[Your assignment]
All of the records must be set down again word for word.

[Extracted data]
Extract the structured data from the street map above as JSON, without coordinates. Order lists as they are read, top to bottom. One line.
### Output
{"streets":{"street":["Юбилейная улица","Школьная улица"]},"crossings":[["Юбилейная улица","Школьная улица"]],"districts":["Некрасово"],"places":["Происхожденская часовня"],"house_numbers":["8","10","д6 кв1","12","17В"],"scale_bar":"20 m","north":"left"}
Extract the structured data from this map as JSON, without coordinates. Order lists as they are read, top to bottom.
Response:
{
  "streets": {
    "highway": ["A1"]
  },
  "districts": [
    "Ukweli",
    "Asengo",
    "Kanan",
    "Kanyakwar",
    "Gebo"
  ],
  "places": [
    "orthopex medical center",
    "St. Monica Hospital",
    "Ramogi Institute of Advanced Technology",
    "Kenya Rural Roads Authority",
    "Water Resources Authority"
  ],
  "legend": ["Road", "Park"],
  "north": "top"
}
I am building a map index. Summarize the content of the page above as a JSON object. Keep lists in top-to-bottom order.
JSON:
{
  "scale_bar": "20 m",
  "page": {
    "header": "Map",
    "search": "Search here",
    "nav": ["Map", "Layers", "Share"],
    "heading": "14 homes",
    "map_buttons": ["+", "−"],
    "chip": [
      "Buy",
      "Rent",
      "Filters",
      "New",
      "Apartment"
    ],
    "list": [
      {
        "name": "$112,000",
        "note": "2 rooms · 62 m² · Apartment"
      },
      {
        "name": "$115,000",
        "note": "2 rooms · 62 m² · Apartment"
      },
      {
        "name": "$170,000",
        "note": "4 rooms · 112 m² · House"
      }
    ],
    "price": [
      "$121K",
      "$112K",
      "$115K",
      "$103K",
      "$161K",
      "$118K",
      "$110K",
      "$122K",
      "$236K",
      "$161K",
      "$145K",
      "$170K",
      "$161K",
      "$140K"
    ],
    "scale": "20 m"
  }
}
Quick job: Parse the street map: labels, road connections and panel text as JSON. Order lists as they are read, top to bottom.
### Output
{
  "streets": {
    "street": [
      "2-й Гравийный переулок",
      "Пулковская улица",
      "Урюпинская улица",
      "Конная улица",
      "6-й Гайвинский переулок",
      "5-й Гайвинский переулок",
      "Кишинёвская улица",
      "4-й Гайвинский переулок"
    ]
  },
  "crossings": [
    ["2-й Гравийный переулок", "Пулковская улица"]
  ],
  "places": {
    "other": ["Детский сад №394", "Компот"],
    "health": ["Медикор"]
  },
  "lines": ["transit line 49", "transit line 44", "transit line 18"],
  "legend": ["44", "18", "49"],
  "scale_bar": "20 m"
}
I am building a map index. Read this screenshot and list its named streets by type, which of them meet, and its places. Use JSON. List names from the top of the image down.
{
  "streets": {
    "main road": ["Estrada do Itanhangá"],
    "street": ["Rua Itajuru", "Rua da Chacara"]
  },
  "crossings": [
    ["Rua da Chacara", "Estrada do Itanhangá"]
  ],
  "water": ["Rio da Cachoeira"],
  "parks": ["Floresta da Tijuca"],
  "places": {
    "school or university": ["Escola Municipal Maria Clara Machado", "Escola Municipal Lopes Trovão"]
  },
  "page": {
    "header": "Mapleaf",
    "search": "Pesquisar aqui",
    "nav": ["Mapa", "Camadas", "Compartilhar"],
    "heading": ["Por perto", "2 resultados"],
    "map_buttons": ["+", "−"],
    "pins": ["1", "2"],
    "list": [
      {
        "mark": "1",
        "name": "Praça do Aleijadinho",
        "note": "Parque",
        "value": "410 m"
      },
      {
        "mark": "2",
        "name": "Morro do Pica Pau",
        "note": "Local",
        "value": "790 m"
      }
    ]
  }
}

[Response]
Extract the structured data from the street map above as JSON, without coordinates. Order lists as they are read, top to bottom. One line.
### Output
{"streets":{"street":["Юбилейная улица","Школьная улица"]},"crossings":[["Юбилейная улица","Школьная улица"]],"districts":["Некрасово"],"places":["Происхожденская часовня"],"house_numbers":["8","10","д6 кв1","12","17В"],"scale_bar":"20 m","north":"left"}
Extract the structured data from this map as JSON, without coordinates. Order lists as they are read, top to bottom.
Response:
{
  "streets": {
    "highway": ["A1"]
  },
  "districts": [
    "Ukweli",
    "Asengo",
    "Kanan",
    "Kanyakwar",
    "Gebo"
  ],
  "places": [
    "orthopex medical center",
    "St. Monica Hospital",
    "Ramogi Institute of Advanced Technology",
    "Kenya Rural Roads Authority",
    "Water Resources Authority"
  ],
  "legend": ["Road", "Park"],
  "north": "top"
}
I am building a map index. Summarize the content of the page above as a JSON object. Keep lists in top-to-bottom order.
JSON:
{
  "scale_bar": "20 m",
  "page": {
    "header": "Map",
    "search": "Search here",
    "nav": ["Map", "Layers", "Share"],
    "heading": "14 homes",
    "map_buttons": ["+", "−"],
    "chip": [
      "Buy",
      "Rent",
      "Filters",
      "New",
      "Apartment"
    ],
    "list": [
      {
        "name": "$112,000",
        "note": "2 rooms · 62 m² · Apartment"
      },
      {
        "name": "$115,000",
        "note": "2 rooms · 62 m² · Apartment"
      },
      {
        "name": "$170,000",
        "note": "4 rooms · 112 m² · House"
      }
    ],
    "price": [
      "$121K",
      "$112K",
      "$115K",
      "$103K",
      "$161K",
      "$118K",
      "$110K",
      "$122K",
      "$236K",
      "$161K",
      "$145K",
      "$170K",
      "$161K",
      "$140K"
    ],
    "scale": "20 m"
  }
}
Quick job: Parse the street map: labels, road connections and panel text as JSON. Order lists as they are read, top to bottom.
### Output
{
  "streets": {
    "street": [
      "2-й Гравийный переулок",
      "Пулковская улица",
      "Урюпинская улица",
      "Конная улица",
      "6-й Гайвинский переулок",
      "5-й Гайвинский переулок",
      "Кишинёвская улица",
      "4-й Гайвинский переулок"
    ]
  },
  "crossings": [
    ["2-й Гравийный переулок", "Пулковская улица"]
  ],
  "places": {
    "other": ["Детский сад №394", "Компот"],
    "health": ["Медикор"]
  },
  "lines": ["transit line 49", "transit line 44", "transit line 18"],
  "legend": ["44", "18", "49"],
  "scale_bar": "20 m"
}
I am building a map index. Read this screenshot and list its named streets by type, which of them meet, and its places. Use JSON. List names from the top of the image down.
{
  "streets": {
    "main road": ["Estrada do Itanhangá"],
    "street": ["Rua Itajuru", "Rua da Chacara"]
  },
  "crossings": [
    ["Rua da Chacara", "Estrada do Itanhangá"]
  ],
  "water": ["Rio da Cachoeira"],
  "parks": ["Floresta da Tijuca"],
  "places": {
    "school or university": ["Escola Municipal Maria Clara Machado", "Escola Municipal Lopes Trovão"]
  },
  "page": {
    "header": "Mapleaf",
    "search": "Pesquisar aqui",
    "nav": ["Mapa", "Camadas", "Compartilhar"],
    "heading": ["Por perto", "2 resultados"],
    "map_buttons": ["+", "−"],
    "pins": ["1", "2"],
    "list": [
      {
        "mark": "1",
        "name": "Praça do Aleijadinho",
        "note": "Parque",
        "value": "410 m"
      },
      {
        "mark": "2",
        "name": "Morro do Pica Pau",
        "note": "Local",
        "value": "790 m"
      }
    ]
  }
}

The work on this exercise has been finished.